5 reasons you’re not ready to buy a home

Buying a home is considered to be the American dream. Buying a home however is also not for everyone as it requires careful consideration of planning, a little bit of success, and the right people working for you. Just because you can buy a home doesn’t necessarily mean that you should. Here are five reasons you’re just not ready to buy a home and that’s ok…

1. You’re too emotionally connected to the home. You have to look at real estate at least initially from a non-emotional standpoint. If you lose a few houses because you were bid out by other offers and it’s too much of an emotional rollercoaster, stop the process pull back and rethink your objective. In some markets buying a house has a process associated with it and there’s a cadence to making offers and subsequently getting into a contract.

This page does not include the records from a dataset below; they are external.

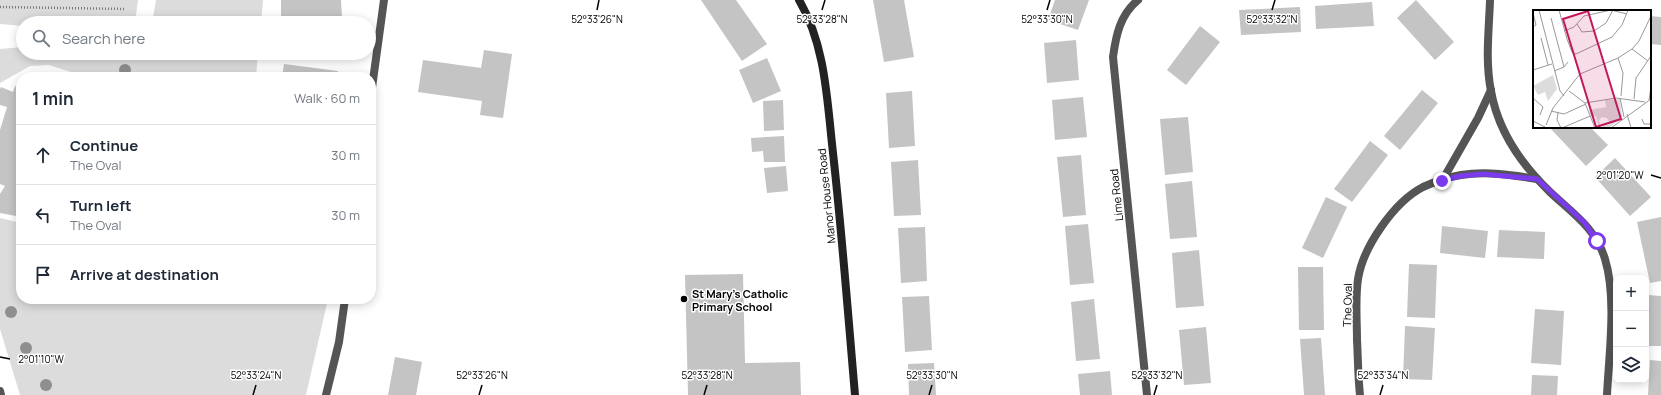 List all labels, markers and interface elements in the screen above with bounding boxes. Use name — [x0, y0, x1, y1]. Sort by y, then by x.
inset map — [1533, 10, 1651, 128]
text: 52°33'26"N — [571, 12, 623, 26]
text: 52°33'28"N — [796, 12, 848, 26]
text: 52°33'30"N — [1021, 12, 1073, 26]
text: 52°33'32"N — [1247, 12, 1298, 26]
search box — [16, 16, 376, 60]
icon: search — [30, 27, 52, 49]
text: Search here — [62, 28, 145, 49]
text: 1 min — [32, 87, 74, 110]
text: Walk · 60 m — [294, 89, 360, 107]
text: Continue — [70, 135, 138, 156]
icon: ahead — [32, 144, 54, 166]
text: 30 m — [331, 146, 360, 164]
street label: Manor House Road — [814, 148, 838, 244]
text: The Oval — [70, 156, 122, 174]
street label: Lime Road — [1106, 168, 1126, 222]
text: 2°01'20"W — [1596, 168, 1644, 182]
route end — [1433, 172, 1451, 190]
text: Turn left — [70, 195, 132, 216]
icon: left — [32, 204, 54, 226]
text: 30 m — [331, 206, 360, 224]
text: The Oval — [70, 216, 122, 234]
route start — [1588, 232, 1606, 250]
icon: arrive — [32, 264, 54, 286]
text: Arrive at destination — [70, 264, 219, 285]
map controls — [1613, 275, 1649, 383]
button: + — [1613, 275, 1649, 311]
street label: The Oval — [1339, 283, 1355, 327]
place label: St Mary's Catholic Primary School — [692, 286, 788, 314]
marker: St Mary's Catholic Primary School — [679, 294, 689, 304]
button: − — [1613, 311, 1649, 347]
button: layers — [1613, 347, 1649, 383]
text: 2°01'10"W — [18, 352, 64, 366]
text: 52°33'24"N — [231, 368, 282, 382]
text: 52°33'26"N — [456, 368, 508, 382]
text: 52°33'28"N — [681, 368, 733, 382]
text: 52°33'30"N — [906, 368, 958, 382]
text: 52°33'32"N — [1132, 368, 1183, 382]
text: 52°33'34"N — [1358, 368, 1409, 382]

Listen to the advice of your real estate agent and lender.

2. Your expectations are incongruent with market conditions. Let’s say for example housing prices in your area are $700,000 and you have an expectation you’ll be able to buy the $700k home for $600k as your family member or your friend who is a self-proclaimed real estate expert has advised you to do such. This approach has been out of alignment with market conditions since 2008. Generally, offering within about 10% of the purchase price is considered reasonable and acceptable by most real estate professionals and most home sellers would be more willing to take your offer more seriously if it’s within 10% of the list price. Put yourself in the shoes of the seller would you be willing to accept a $100,000 loss?

3. Your expectations in terms of a mortgage payment are too close to the comfort line. Let’s say for example your target payment for a house is $4k a month. Based on the price point you and your real estate agent agreed on the payment comes out at say $4200 a month. At this point, you give up because the extra $200 a month is just beyond your comfort. This is a sign that you should not buy a house and are too close to the red zone. Pull back, pay off debt put more money down work on your income, or change loan programs. In this environment, you must have at least a $300-a-month payment threshold between what your target payment is and what you would be willing to take if it was the right house. If you don’t have a $300 monthly payment buffer you really shouldn’t be buying a home. There are too many variables. What if the property has a homeowner’s association, what if the property happens to be in a flood zone or a highly prone fire area and the insurance is more?

4. You have a glass-half-empty approach as it relates to finding a home and closing on one. Everything about the house is in working order, and you have a good interest rate and cash to close, it’s still not enough for you. In other words, you have an insatiable need. This is a sign you shouldn’t be buying a home right now and you should be more focused on whatever your ultimate goal is. It would be wise to share this information with your real estate agent and lender.

5. You’re unavailable because of your work schedule. Let’s face everyone has a full-time job. You’re busy with work obligations, family obligations, etc. So, where could you find time to look at houses make an offer, go into a contract, and go through the mortgage loan process right? It’s a juggling act. Make it a priority and do what you need to do to be successful. It might mean proactively taking the advice of your lender and real estate agent and surrendering to the fact that your life might be made inconvenient as it relates to buying a home. Putting this big picture you’re inconvenienced for 30-days by providing continual paperwork in the process in exchange for buying a home which could yield you and your family hundreds of thousands of dollars of home equity over time while at the same time giving you a massive tax deduction versus the alternative not wanting to be inconvenienced? If your work schedule is such that you truly are not willing or able to prioritize buying a home; then yes you should wait to buy a home when you can prioritize it in your life as the rewards for doing so will yield you significant financial success.